As celebration surrounds us, the pain of our loss is easily magnified by the holidays and the absence of one we love. Even if those who come together are grieving the same loved one, the fact is that no one’s experience of grief and loss is the same as yours. Yet somehow we often expect others to know and understand exactly what it is we’re feeling and experiencing, especially at the holidays.
If the family has lost its matriarch or patriarch, each child is grieving differently. By the same token, no one’s grief is the same as that of the surviving spouse – for better or worse. If an entire family is grieving the loss of a beloved child, there may be many shared moments of utter heartbreak. For every loss there is a very personal grief...
When we’re confronted with an idealized picture of what a family gathering looks like, or “should” look like – through modern sales media or in the paintings of Norman Rockwell, for example – we’re easily convinced that anything less than perfection is somehow “wrong”. What we find in real life though, is that each family – whether biological or chosen - has its own complications and dynamic. In many families it’s the dysfunction, addictions, and step-everyones that make the holidays at best a challenge, with or without the extra dimension of grief.
One of the things we easily underestimate is that our emotions and feelings are acutely sensitized at the holidays. All the small resentments, hurt, and anger we’ve so carefully put aside or stuffed down somewhere deep inside us may come bubbling up to the surface. When these well-concealed emotions spill over in unexpected outbursts, they express nothing more and nothing less than the pain we’re feeling because of the loss of one we love. And this is where forgiveness comes to the fore of our agenda for surviving the holidays.
In the next days and weeks likely we’ll encounter someone who’s neglected us, someone who was a conspicuous “no-show” at the time of our loss, a relative who couldn’t “handle it”, or someone who said a thoughtless word we’ll forever associate with the death of our loved one. We may be thrown together with others who’ve chosen simply to ignore our pain and act like nothing happened. They’re generally the clueless ones who’ve not yet experienced the death of a loved one in their own lives.
Our pain and sorrow may still be too new and raw to meet these “others” where they are with our unconditional forgiveness. What we can do that gets us pretty close to forgiveness is to simply let it all go. We can reframe our encounter with those who’ve been thoughtless or inconsiderate in the worst of our grief to include only the present moment. We may have to work at it because our heart sometimes holds on rather tenaciously to perceived wrongs. Yet when we forgive we ease the wounds inflicted by the past and exchange our agitation and pain for the quietude of peace.

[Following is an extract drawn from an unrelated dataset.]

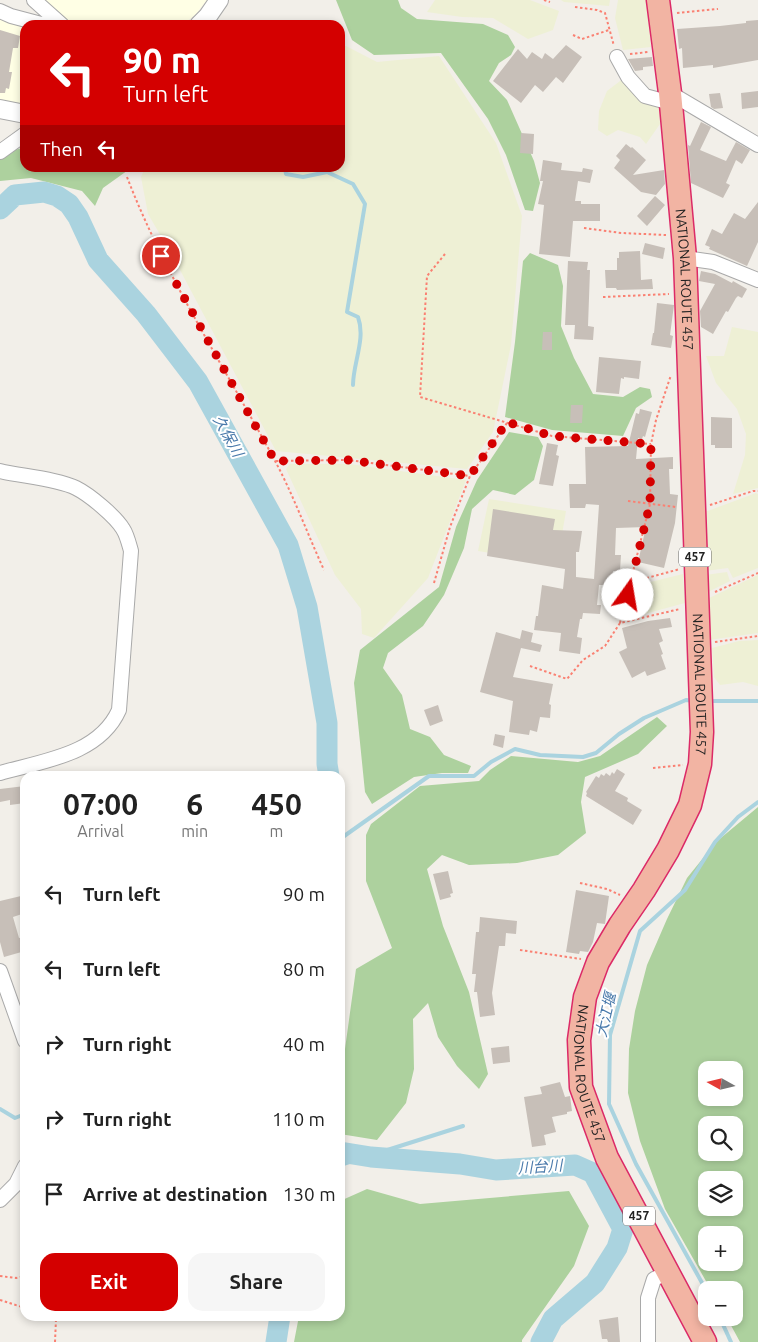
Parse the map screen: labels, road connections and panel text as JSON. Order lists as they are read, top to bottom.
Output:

We always prevail when we forgive. This act of human grace calms our soul and reminds us of God’s forgiveness and faithfulness to us, especially as we grieve at the holidays.What we experience is that forgiveness is the better part of love. It honors the memory of the one we hold dear and now grieve and moves us toward reconciliation and joy. Forgive...and live forward.
Do not judge, and you will not be judged; do not condemn, and you will not be condemned. Forgive, and you will be forgiven.
Luke 6:37 NRSV
Keep me this day, O God, in the love of your forgiveness. Amen.